- _What you need to do_:
Scan the entries for lines with the word "setLineDash", then copy those lines.

Collection entries:
== Segment start ==
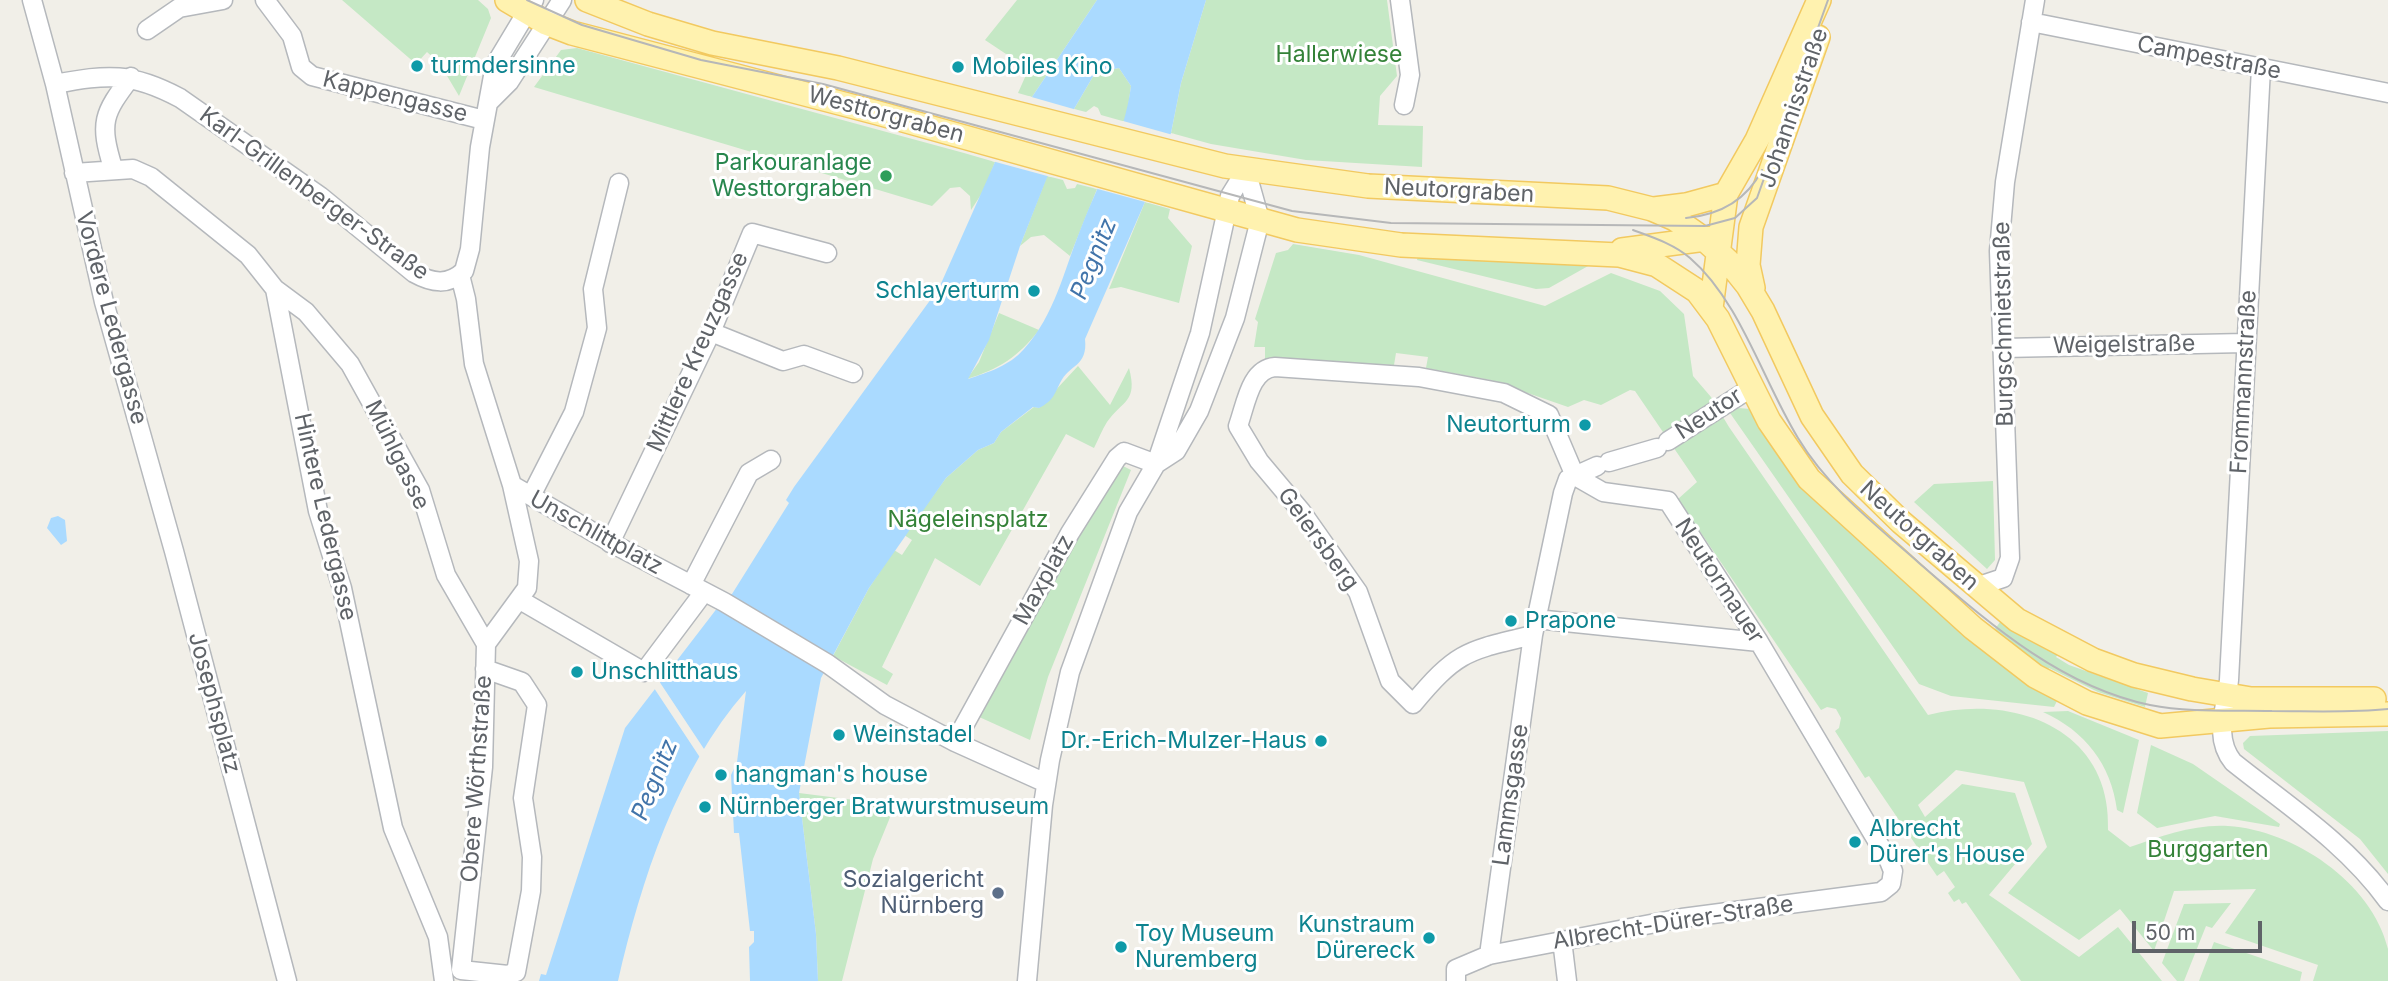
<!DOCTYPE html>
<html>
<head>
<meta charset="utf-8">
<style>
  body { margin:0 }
  #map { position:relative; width:2388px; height:981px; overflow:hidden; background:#f1efe8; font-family:Inter,sans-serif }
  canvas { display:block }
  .scale { position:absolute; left:2132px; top:921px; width:130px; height:32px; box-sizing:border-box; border:4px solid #5f6368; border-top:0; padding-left:9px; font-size:21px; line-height:24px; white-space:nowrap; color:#5f6368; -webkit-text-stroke:5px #fff; paint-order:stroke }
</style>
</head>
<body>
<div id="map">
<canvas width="2388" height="981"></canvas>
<div class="scale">50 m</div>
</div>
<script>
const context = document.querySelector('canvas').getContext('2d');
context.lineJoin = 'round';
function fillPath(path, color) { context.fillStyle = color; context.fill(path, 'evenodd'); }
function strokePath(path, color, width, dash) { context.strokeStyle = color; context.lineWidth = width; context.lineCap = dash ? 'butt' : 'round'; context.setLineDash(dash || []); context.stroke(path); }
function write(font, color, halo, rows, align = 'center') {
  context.font = font + ' Inter,sans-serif'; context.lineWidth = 6; context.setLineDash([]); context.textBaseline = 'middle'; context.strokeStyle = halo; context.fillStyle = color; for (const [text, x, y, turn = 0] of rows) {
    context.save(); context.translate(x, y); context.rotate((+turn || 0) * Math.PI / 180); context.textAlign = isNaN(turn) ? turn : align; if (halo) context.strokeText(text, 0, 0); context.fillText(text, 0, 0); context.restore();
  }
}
fillPath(new Path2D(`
  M342,0H478L488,9L491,18L459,96L440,64L427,52L416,64Z
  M1017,0H1097L1032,97L1018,93L1026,75L1009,56L985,40Z
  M1206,0H1387L1397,76L1380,96L1378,125L1423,126L1422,167L1306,160L1211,144L1171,133L1181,83Z
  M577,48L964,153L995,162L984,190L971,210L970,196L960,187L950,188L932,206L534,87L561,50Z
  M1119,68L1131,86L1126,122L1101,115L1098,108L1094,106L1086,112L1074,109L1095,73Z
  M1047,176L1063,180L1067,189L1075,188L1077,184L1097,189L1070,256L1044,235L1031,237L1020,246Z
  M1145,202L1170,209L1168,218L1192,246L1179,303L1121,287L1109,289Z
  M1293,244L1359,255L1545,306L1611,273L1660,291L1684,314L1693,376L1711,397L1729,427L1928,715C2014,693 2112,729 2108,830L2130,847C2162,836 2194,824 2228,826C2293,830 2372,882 2388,949C2388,959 2388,971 2388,981H2313L2318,965L2225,933L2256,889L2174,891L2154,951L2120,909L2079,940L2008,893L2047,847L2024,782L1956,770L1918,805L1925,817L1962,784L2015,793L2032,844L1989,895L2079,957L2118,927L2162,981H2021L1966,902L1962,904L1959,899L1954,902L1948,893L1955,887L1944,871L1937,876L1869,776L1865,778L1835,731L1839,728L1841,718L1836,709L1827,707L1821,710L1678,499L1697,482L1635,391L1630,390L1601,405L1584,400L1568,407L1490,380L1426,368L1428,357L1396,353L1394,365L1265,359V347H1254L1258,322L1255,319L1276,253L1288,250Z
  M1418,253L1597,261L1549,288L1536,289L1417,260Z
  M999,313L1039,330C1018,357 999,369 967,379L979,362Z
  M1078,366L1110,405L1129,368C1138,402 1123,400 1107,422C1102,430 1098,440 1094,448L1066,434L980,586L935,558L882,667L893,674L887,685L833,656L869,588L894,550L902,555L912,540L904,535L946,478L978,450L994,443L1001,432L1034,407L1039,408Z
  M1738,408L1751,409L2058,699L2054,707L1951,696L1919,684L1730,413Z
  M1123,466L1131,470L1048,677L1030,740L977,716L1075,536Z
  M1993,481L1995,560L1987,569L1914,502L1934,484Z
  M2003,618L2059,653L2056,657L2069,665L2148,693L2145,707L2098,692L2049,668L2046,672L1992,633Z
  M2068,711L2139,740L2123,813L2117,810C2111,764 2085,731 2043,712Z
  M2388,731V874L2360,839L2244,749L2243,743L2250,736Z
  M2151,745L2193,764L2280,824L2279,827L2215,816L2157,828L2137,813Z
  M799,793L862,801L893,810L873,859L842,981H818L816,934Z
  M2231,903L2212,928L2206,926L2184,981H2177L2162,963L2184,904Z
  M2214,942L2302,972L2300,981H2199Z`), '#c5e8c5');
fillPath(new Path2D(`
  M1097,0H1206L1181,83L1171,133L1145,202L1085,339C1088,367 1069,364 1060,383C1054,395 1053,401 1039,408L1033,407L1001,432L994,443L978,450L946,478L869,588L821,678L799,793L816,934L818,981H750L749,947L754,942V931H750L739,833H734L731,775L737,762L746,691C677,769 641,881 618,981H539L541,974L546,975L625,728L728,594H732L789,503L786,500L794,487L939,288L995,162L1032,97ZM1119,68L1131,86C1124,139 1100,179 1081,228C1064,270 1055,315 1024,349C1009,366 989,372 968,379L989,340L1020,246L1074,109L1095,73Z
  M58,516L65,520L67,541L61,545L47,528L51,518Z`), '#aadaff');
fillPath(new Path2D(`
  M1028,96L1077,110L1051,177L992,161Z
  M1123,121L1173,135L1175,130L1149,203L1094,188Z
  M659,681L706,752L701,759L654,688Z`), '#f1efe8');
const minor = new Path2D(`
  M32,0L55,84L104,302L174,551L287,981
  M265,0L292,36L301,67L312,76L484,120
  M1400,0L1410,75L1404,105
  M2031,22L2388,93
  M147,30L179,8L223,0
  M2261,68L2229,680C2226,708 2213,737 2233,762C2288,806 2346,843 2388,901
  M55,84C108,74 131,72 180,98L320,196L414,273C432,283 448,286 464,271L470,249L480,147L495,65L534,0
  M490,101L509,82L562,0
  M113,168C99,122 103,114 131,77
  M74,173L133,169L151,177L248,255L275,289L318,511L342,588L393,828L438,937L444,981
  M460,275L466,299L474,364L512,485L529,561L527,588L486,644L483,767L461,970L508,975L516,972L531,891L532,857L523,798L537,705L522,682L485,669
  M275,289L306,312L350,364L420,490L446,575L486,644
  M711,332L783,361L804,355L853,373
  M2003,348L2245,343
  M1668,441L1751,388
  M1609,462L1657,448
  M1156,464L1176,451L1199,411L1235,318L1260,220L1246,170
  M512,485L617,546L724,602L828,664L885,705L955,742L1046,783
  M531,496L574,412L597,328L593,289L619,183
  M610,543L711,332L752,233L827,253
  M691,585L749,473L771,460
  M1976,587L2003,578L2010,558L1999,251L2005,182L2035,0
  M520,600L644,672L704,592
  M1536,619L1759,642
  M955,742L1070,533L1117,458L1124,452L1156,464
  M1562,940L1567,981
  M1489,955L1533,635L1563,493L1568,479L1597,466
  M1027,981L1043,805L1050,760L1070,672L1128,512L1156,464L1200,333L1230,196L1246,170
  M1456,981V969L1489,955L1682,918L1881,892L1891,884L1893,871L1889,861L1759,642L1668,501L1603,492L1575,476L1549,415L1504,393L1419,377L1275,367C1250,369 1246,404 1238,426L1259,461L1301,511L1358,592L1390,681L1413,704C1458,650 1467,651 1533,635`);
const major = new Path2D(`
  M507,0L546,23L572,33L878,113L1297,230L1401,245L1619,255L1657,265L1697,291L1718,319L1769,421L1809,479L1973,628L2035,676L2087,703L2160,726L2269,716L2388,714
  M587,0L648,24L712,43L838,68L1225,166L1368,186L1608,198L1652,209L1675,219L1705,240L1728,261L1748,286L1763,311L1812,416L1852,474L1901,522L2017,620L2093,660L2134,675L2192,689L2251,699H2374
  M1654,209L1686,205L1726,194
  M1622,250L1713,238
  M1753,288L1748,265L1751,227L1818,37
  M1711,308L1726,194L1757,140L1819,0`);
strokePath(minor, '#b5b8bc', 21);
strokePath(major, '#f2c960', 26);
strokePath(minor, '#fff', 18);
strokePath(major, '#fff2af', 23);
strokePath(new Path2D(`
  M527,0L582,25L701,60L823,84L1292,211L1391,223L1705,226L1735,218L1757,198L1828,0
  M1686,218C1719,215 1746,201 1762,170
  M1633,230C1652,237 1674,244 1690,258C1740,301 1763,381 1798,438C1828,488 1876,525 1919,563C1988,622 2059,686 2150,705C2190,713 2231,710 2272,711C2310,711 2350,713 2388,709`), '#b6b7b8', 2);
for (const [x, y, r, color] of [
  [417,66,7,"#0f9aa8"],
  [958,67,7,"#0f9aa8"],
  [886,176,7,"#2e9e5b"],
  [1034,291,7,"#0f9aa8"],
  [1585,425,7,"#0f9aa8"],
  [1511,621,7,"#0f9aa8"],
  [577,672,7,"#0f9aa8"],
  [839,735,7,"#0f9aa8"],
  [1321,741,7,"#0f9aa8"],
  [721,775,7,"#0f9aa8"],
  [705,807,7,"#0f9aa8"],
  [1855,842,7,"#0f9aa8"],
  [998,893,7,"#5c6f8a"],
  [1429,938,7,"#0f9aa8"],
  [1121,947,7,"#0f9aa8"]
]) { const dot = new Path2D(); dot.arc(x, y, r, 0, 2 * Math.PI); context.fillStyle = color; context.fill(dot); strokePath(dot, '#fff', 2.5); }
write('23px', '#348238', '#fff', [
  ["Hallerwiese",1339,55],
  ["Nägeleinsplatz",968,520],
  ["Burggarten",2208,850]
]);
write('23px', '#5f6368', '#fff', [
  ["Campestraße",2209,58,11],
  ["Kappengasse",395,97,14],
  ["Johannisstraße",1794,108,-71],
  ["Westtorgraben",886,115,15],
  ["Neutorgraben",1459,191,3],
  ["Karl-Grillenberger-Straße",314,194,36],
  ["Vordere Ledergasse",111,318,75],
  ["Burgschmietstraße",2004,324,-91],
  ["Weigelstraße",2124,345,-1],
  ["Mittlere Kreuzgasse",698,352,-66],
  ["Frommannstraße",2244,382,-87],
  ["Neutor",1709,414,-33],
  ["Mühlgasse",397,455,64],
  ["Hintere Ledergasse",325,517,77],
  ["Unschlittplatz",596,533,29],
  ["Neutorgraben",1919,536,42],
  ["Geiersberg",1318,539,54],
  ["Maxplatz",1044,580,-61],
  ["Neutormauer",1719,581,57],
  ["Josephsplatz",214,703,75],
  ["Obere Wörthstraße",477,779,-86],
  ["Lammsgasse",1511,795,-82],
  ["Albrecht-Dürer-Straße",1673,923,-9]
]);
write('23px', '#0d838f', '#fff', [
  ["turmdersinne",431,66],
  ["Mobiles Kino",972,67],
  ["Schlayerturm",1020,291,"right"],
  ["Neutorturm",1571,425,"right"],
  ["Prapone",1525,621],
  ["Unschlitthaus",591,672],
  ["Weinstadel",853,735],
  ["Dr.-Erich-Mulzer-Haus",1307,741,"right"],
  ["hangman's house",735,775],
  ["Nürnberger Bratwurstmuseum",719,807],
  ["Albrecht",1869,829],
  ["Dürer's House",1869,855],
  ["Kunstraum",1415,925,"right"],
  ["Dürereck",1415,951,"right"],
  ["Toy Museum",1135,934],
  ["Nuremberg",1135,960]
], 'left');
write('23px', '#27864d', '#fff', [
  ["Parkouranlage",872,163],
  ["Westtorgraben",872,189]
], 'right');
write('23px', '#4e5e75', '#fff', [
  ["Sozialgericht",984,880],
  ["Nürnberg",984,906]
], 'right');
write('italic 24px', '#4174aa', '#fff', [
  ["Pegnitz",1094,259,-68],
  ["Pegnitz",655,780,-68]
]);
</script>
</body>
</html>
== Segment end ==
- _Task result_:
function strokePath(path, color, width, dash) { context.strokeStyle = color; context.lineWidth = width; context.lineCap = dash ? 'butt' : 'round'; context.setLineDash(dash || []); context.stroke(path); }
  context.font = font + ' Inter,sans-serif'; context.lineWidth = 6; context.setLineDash([]); context.textBaseline = 'middle'; context.strokeStyle = halo; context.fillStyle = color; for (const [text, x, y, turn = 0] of rows) {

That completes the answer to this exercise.